[Collected data]
-.-.-

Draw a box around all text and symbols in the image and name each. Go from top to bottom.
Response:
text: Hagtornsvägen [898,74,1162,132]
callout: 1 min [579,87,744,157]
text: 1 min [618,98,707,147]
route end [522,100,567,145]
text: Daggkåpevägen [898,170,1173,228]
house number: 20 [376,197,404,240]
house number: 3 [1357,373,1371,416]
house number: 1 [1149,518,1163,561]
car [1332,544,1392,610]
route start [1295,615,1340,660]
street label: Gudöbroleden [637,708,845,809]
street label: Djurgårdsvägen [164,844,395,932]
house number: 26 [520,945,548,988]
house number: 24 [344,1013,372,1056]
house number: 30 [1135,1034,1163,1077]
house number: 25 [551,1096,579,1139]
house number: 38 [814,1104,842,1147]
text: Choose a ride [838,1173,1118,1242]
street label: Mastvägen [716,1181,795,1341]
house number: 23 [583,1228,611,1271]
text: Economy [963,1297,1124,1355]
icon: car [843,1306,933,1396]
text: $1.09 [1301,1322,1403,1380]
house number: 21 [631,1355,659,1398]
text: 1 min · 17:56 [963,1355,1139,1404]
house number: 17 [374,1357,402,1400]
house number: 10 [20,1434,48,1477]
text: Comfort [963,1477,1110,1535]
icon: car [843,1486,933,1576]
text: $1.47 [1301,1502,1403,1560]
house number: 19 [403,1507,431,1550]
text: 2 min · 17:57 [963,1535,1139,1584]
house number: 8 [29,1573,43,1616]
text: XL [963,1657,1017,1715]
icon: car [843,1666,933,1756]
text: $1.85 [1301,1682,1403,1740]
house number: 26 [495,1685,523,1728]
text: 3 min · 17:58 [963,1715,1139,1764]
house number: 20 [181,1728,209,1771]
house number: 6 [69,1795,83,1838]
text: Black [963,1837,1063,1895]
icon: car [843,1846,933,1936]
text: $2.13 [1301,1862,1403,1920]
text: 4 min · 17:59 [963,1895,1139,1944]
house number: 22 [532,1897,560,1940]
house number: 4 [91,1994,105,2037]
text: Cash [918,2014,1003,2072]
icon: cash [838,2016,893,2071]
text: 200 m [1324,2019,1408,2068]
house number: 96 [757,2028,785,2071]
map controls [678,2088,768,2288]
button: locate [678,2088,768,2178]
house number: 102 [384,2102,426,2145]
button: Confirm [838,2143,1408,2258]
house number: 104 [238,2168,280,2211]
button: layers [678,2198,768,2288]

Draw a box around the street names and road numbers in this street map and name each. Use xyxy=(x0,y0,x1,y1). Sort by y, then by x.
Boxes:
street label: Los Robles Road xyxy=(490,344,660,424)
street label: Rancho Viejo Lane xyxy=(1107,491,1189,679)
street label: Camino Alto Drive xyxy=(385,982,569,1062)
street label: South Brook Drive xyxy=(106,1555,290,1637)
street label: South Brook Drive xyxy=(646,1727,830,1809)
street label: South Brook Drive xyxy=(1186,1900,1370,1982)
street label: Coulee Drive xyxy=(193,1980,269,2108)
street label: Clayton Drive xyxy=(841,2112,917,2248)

-.-.-

WHAT TO WORK ON: Repeat the entries shown above, every one, word for word.

OUTPUT BELOW:
Draw a box around all text and symbols in the image and name each. Go from top to bottom.
Response:
text: Hagtornsvägen [898,74,1162,132]
callout: 1 min [579,87,744,157]
text: 1 min [618,98,707,147]
route end [522,100,567,145]
text: Daggkåpevägen [898,170,1173,228]
house number: 20 [376,197,404,240]
house number: 3 [1357,373,1371,416]
house number: 1 [1149,518,1163,561]
car [1332,544,1392,610]
route start [1295,615,1340,660]
street label: Gudöbroleden [637,708,845,809]
street label: Djurgårdsvägen [164,844,395,932]
house number: 26 [520,945,548,988]
house number: 24 [344,1013,372,1056]
house number: 30 [1135,1034,1163,1077]
house number: 25 [551,1096,579,1139]
house number: 38 [814,1104,842,1147]
text: Choose a ride [838,1173,1118,1242]
street label: Mastvägen [716,1181,795,1341]
house number: 23 [583,1228,611,1271]
text: Economy [963,1297,1124,1355]
icon: car [843,1306,933,1396]
text: $1.09 [1301,1322,1403,1380]
house number: 21 [631,1355,659,1398]
text: 1 min · 17:56 [963,1355,1139,1404]
house number: 17 [374,1357,402,1400]
house number: 10 [20,1434,48,1477]
text: Comfort [963,1477,1110,1535]
icon: car [843,1486,933,1576]
text: $1.47 [1301,1502,1403,1560]
house number: 19 [403,1507,431,1550]
text: 2 min · 17:57 [963,1535,1139,1584]
house number: 8 [29,1573,43,1616]
text: XL [963,1657,1017,1715]
icon: car [843,1666,933,1756]
text: $1.85 [1301,1682,1403,1740]
house number: 26 [495,1685,523,1728]
text: 3 min · 17:58 [963,1715,1139,1764]
house number: 20 [181,1728,209,1771]
house number: 6 [69,1795,83,1838]
text: Black [963,1837,1063,1895]
icon: car [843,1846,933,1936]
text: $2.13 [1301,1862,1403,1920]
text: 4 min · 17:59 [963,1895,1139,1944]
house number: 22 [532,1897,560,1940]
house number: 4 [91,1994,105,2037]
text: Cash [918,2014,1003,2072]
icon: cash [838,2016,893,2071]
text: 200 m [1324,2019,1408,2068]
house number: 96 [757,2028,785,2071]
map controls [678,2088,768,2288]
button: locate [678,2088,768,2178]
house number: 102 [384,2102,426,2145]
button: Confirm [838,2143,1408,2258]
house number: 104 [238,2168,280,2211]
button: layers [678,2198,768,2288]

Draw a box around the street names and road numbers in this street map and name each. Use xyxy=(x0,y0,x1,y1). Sort by y, then by x.
Boxes:
street label: Los Robles Road xyxy=(490,344,660,424)
street label: Rancho Viejo Lane xyxy=(1107,491,1189,679)
street label: Camino Alto Drive xyxy=(385,982,569,1062)
street label: South Brook Drive xyxy=(106,1555,290,1637)
street label: South Brook Drive xyxy=(646,1727,830,1809)
street label: South Brook Drive xyxy=(1186,1900,1370,1982)
street label: Coulee Drive xyxy=(193,1980,269,2108)
street label: Clayton Drive xyxy=(841,2112,917,2248)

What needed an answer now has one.